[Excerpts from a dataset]

------------------------------------------------------------

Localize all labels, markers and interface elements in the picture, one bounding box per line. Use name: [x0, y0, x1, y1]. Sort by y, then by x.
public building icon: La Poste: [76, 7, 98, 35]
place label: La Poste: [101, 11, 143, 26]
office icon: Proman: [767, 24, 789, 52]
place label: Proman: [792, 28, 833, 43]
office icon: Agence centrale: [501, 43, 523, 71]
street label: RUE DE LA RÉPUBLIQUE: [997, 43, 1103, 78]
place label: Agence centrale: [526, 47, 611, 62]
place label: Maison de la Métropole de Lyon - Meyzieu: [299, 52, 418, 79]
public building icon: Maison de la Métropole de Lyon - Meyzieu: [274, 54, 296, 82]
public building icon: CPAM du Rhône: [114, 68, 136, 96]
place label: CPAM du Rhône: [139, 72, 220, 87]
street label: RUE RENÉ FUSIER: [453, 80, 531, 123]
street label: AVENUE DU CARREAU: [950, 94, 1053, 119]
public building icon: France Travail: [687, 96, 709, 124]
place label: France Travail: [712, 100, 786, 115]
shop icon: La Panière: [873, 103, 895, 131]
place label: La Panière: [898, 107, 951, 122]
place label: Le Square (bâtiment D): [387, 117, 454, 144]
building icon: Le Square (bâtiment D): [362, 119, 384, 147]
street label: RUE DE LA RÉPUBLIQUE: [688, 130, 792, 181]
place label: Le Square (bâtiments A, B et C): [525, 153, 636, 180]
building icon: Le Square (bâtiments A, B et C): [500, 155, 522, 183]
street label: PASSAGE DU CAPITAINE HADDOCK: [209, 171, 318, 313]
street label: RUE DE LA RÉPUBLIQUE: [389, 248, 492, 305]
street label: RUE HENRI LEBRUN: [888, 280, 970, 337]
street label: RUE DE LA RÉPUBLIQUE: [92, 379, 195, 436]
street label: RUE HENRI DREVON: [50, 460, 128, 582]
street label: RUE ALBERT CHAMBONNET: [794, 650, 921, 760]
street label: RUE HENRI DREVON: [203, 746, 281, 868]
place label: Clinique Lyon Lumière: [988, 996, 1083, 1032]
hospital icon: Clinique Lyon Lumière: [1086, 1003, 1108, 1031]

------------------------------------------------------------

→ EXERCISE OBJECTIVE:
Every record above must be repeated word for word.

→ ANSWER TO THIS TASK:
Localize all labels, markers and interface elements in the picture, one bounding box per line. Use name: [x0, y0, x1, y1]. Sort by y, then by x.
public building icon: La Poste: [76, 7, 98, 35]
place label: La Poste: [101, 11, 143, 26]
office icon: Proman: [767, 24, 789, 52]
place label: Proman: [792, 28, 833, 43]
office icon: Agence centrale: [501, 43, 523, 71]
street label: RUE DE LA RÉPUBLIQUE: [997, 43, 1103, 78]
place label: Agence centrale: [526, 47, 611, 62]
place label: Maison de la Métropole de Lyon - Meyzieu: [299, 52, 418, 79]
public building icon: Maison de la Métropole de Lyon - Meyzieu: [274, 54, 296, 82]
public building icon: CPAM du Rhône: [114, 68, 136, 96]
place label: CPAM du Rhône: [139, 72, 220, 87]
street label: RUE RENÉ FUSIER: [453, 80, 531, 123]
street label: AVENUE DU CARREAU: [950, 94, 1053, 119]
public building icon: France Travail: [687, 96, 709, 124]
place label: France Travail: [712, 100, 786, 115]
shop icon: La Panière: [873, 103, 895, 131]
place label: La Panière: [898, 107, 951, 122]
place label: Le Square (bâtiment D): [387, 117, 454, 144]
building icon: Le Square (bâtiment D): [362, 119, 384, 147]
street label: RUE DE LA RÉPUBLIQUE: [688, 130, 792, 181]
place label: Le Square (bâtiments A, B et C): [525, 153, 636, 180]
building icon: Le Square (bâtiments A, B et C): [500, 155, 522, 183]
street label: PASSAGE DU CAPITAINE HADDOCK: [209, 171, 318, 313]
street label: RUE DE LA RÉPUBLIQUE: [389, 248, 492, 305]
street label: RUE HENRI LEBRUN: [888, 280, 970, 337]
street label: RUE DE LA RÉPUBLIQUE: [92, 379, 195, 436]
street label: RUE HENRI DREVON: [50, 460, 128, 582]
street label: RUE ALBERT CHAMBONNET: [794, 650, 921, 760]
street label: RUE HENRI DREVON: [203, 746, 281, 868]
place label: Clinique Lyon Lumière: [988, 996, 1083, 1032]
hospital icon: Clinique Lyon Lumière: [1086, 1003, 1108, 1031]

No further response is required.